- _WHAT IS REQUIRED_
All that is wanted is the exact lines from the first line of the data below through the line with "display:grid; place-items:center; width:32px;", both ends included, with pictures omitted.

Records drawn from a dataset:
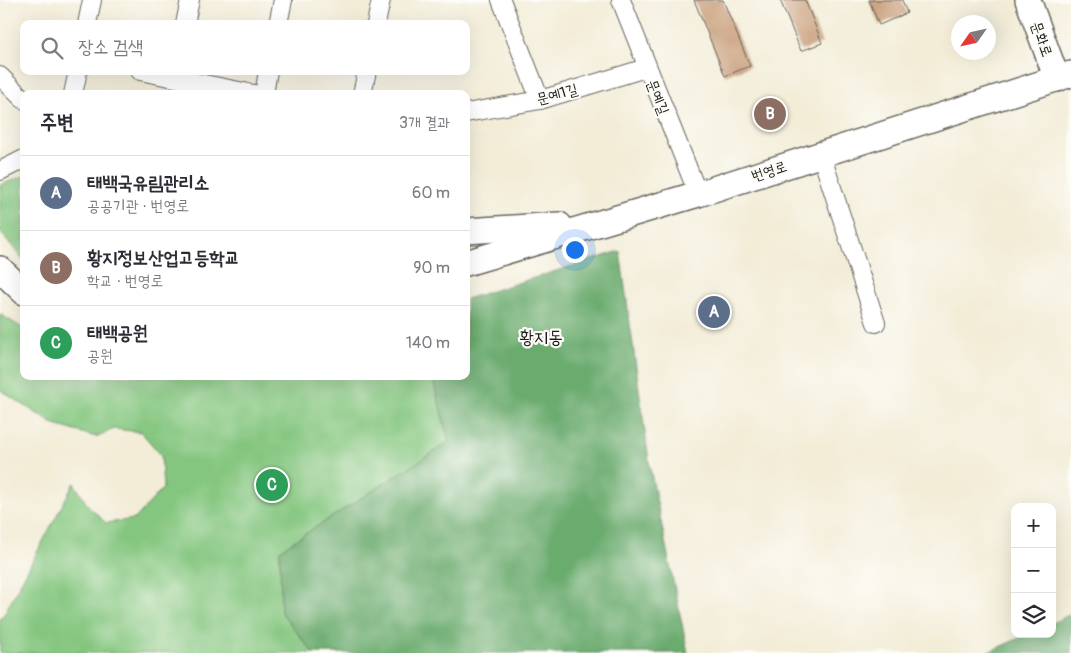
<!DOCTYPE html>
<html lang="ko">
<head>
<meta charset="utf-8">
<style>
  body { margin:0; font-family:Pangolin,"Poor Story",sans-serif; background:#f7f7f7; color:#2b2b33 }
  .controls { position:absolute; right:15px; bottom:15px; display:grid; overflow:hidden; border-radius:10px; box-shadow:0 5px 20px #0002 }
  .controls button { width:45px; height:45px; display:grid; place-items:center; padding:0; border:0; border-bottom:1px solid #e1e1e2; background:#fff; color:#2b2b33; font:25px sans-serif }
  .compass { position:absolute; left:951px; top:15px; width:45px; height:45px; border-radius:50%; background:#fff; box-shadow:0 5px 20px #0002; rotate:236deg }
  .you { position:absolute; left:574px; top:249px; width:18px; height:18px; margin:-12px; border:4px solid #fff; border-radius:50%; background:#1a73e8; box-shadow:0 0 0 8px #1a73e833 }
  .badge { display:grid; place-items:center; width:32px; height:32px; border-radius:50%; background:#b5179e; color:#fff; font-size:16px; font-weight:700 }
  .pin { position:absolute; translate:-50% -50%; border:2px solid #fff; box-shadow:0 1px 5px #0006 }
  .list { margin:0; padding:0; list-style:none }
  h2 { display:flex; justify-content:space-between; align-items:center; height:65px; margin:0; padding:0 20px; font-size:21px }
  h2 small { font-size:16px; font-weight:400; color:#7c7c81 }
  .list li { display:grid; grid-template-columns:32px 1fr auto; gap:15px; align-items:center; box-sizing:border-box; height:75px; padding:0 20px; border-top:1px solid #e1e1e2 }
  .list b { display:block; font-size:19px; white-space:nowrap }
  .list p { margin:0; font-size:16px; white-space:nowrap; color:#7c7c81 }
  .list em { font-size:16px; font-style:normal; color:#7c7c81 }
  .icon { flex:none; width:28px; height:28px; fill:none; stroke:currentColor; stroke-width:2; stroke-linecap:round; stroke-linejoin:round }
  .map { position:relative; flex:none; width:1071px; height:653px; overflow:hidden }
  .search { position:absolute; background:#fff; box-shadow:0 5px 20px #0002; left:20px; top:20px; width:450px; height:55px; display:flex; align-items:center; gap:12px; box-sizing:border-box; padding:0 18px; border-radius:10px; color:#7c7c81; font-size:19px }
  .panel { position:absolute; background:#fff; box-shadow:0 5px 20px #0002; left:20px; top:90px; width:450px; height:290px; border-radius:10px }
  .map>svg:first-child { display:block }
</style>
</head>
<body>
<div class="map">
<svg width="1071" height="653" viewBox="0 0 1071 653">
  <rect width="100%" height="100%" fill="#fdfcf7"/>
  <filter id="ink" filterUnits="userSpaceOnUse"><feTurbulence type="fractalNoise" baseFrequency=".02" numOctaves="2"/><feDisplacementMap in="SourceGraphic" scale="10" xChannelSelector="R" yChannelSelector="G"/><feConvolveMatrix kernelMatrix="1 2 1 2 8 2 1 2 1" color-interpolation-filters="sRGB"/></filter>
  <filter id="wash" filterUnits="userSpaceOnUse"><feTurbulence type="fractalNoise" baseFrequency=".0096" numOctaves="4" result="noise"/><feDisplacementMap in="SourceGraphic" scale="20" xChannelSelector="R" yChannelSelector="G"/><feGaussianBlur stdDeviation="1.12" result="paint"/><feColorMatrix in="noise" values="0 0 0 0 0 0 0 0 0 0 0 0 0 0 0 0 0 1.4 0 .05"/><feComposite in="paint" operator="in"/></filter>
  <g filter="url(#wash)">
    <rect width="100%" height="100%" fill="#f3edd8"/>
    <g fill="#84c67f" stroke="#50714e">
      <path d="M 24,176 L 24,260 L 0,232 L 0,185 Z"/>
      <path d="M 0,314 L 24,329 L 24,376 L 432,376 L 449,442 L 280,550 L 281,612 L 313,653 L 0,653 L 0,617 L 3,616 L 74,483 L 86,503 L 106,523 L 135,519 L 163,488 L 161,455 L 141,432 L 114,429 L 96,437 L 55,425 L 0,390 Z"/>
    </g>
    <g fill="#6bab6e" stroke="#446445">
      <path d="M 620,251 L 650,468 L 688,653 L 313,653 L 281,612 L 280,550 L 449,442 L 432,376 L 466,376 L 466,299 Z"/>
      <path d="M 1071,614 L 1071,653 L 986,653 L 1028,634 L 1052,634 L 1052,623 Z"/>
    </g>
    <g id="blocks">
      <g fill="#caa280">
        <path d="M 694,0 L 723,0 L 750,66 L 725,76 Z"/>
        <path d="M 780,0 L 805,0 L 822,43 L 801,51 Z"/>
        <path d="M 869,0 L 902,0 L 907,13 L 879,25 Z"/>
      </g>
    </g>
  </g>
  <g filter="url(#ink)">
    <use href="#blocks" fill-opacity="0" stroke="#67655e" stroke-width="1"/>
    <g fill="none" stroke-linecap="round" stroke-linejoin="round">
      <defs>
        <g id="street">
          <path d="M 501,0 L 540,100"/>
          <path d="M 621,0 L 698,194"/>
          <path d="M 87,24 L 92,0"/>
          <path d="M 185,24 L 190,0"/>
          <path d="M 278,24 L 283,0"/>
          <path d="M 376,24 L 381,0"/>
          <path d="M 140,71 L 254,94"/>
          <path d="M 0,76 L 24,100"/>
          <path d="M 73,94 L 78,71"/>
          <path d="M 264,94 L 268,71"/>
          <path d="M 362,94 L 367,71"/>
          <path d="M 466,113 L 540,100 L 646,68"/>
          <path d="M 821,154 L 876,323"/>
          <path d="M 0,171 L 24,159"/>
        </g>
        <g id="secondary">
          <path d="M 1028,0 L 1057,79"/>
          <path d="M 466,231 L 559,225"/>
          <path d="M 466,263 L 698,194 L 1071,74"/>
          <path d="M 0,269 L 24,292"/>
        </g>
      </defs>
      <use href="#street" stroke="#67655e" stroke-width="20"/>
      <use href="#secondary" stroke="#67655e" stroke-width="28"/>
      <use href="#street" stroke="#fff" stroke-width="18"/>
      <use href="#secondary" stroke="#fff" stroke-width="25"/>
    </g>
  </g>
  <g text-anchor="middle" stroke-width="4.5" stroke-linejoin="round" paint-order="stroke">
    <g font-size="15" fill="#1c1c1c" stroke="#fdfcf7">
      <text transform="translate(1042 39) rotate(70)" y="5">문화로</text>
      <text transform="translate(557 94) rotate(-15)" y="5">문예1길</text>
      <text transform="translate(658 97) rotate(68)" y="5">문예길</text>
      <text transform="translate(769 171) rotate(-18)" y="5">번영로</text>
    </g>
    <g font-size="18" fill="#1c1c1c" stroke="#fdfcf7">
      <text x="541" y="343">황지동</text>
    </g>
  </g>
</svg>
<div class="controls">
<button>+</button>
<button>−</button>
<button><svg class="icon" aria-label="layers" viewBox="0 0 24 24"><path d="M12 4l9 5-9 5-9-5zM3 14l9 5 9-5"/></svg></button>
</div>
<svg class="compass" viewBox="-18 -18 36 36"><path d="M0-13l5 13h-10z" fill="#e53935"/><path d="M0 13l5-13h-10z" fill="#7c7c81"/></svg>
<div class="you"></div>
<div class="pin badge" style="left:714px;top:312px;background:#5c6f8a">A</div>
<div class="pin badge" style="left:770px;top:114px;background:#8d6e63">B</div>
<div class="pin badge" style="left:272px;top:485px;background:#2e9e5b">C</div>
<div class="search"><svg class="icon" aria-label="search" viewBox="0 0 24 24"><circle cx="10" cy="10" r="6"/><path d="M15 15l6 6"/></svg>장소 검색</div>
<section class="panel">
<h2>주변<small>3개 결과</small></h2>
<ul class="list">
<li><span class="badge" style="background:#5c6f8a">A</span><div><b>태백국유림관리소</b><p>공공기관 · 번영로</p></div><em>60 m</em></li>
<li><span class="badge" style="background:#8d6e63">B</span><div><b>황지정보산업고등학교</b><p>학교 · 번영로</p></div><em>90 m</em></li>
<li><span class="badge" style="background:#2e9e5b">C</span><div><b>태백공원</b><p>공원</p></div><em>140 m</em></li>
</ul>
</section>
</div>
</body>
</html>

- _ANSWER SECTION_
<!DOCTYPE html>
<html lang="ko">
<head>
<meta charset="utf-8">
<style>
  body { margin:0; font-family:Pangolin,"Poor Story",sans-serif; background:#f7f7f7; color:#2b2b33 }
  .controls { position:absolute; right:15px; bottom:15px; display:grid; overflow:hidden; border-radius:10px; box-shadow:0 5px 20px #0002 }
  .controls button { width:45px; height:45px; display:grid; place-items:center; padding:0; border:0; border-bottom:1px solid #e1e1e2; background:#fff; color:#2b2b33; font:25px sans-serif }
  .compass { position:absolute; left:951px; top:15px; width:45px; height:45px; border-radius:50%; background:#fff; box-shadow:0 5px 20px #0002; rotate:236deg }
  .you { position:absolute; left:574px; top:249px; width:18px; height:18px; margin:-12px; border:4px solid #fff; border-radius:50%; background:#1a73e8; box-shadow:0 0 0 8px #1a73e833 }
  .badge { display:grid; place-items:center; width:32px; height:32px; border-radius:50%; background:#b5179e; color:#fff; font-size:16px; font-weight:700 }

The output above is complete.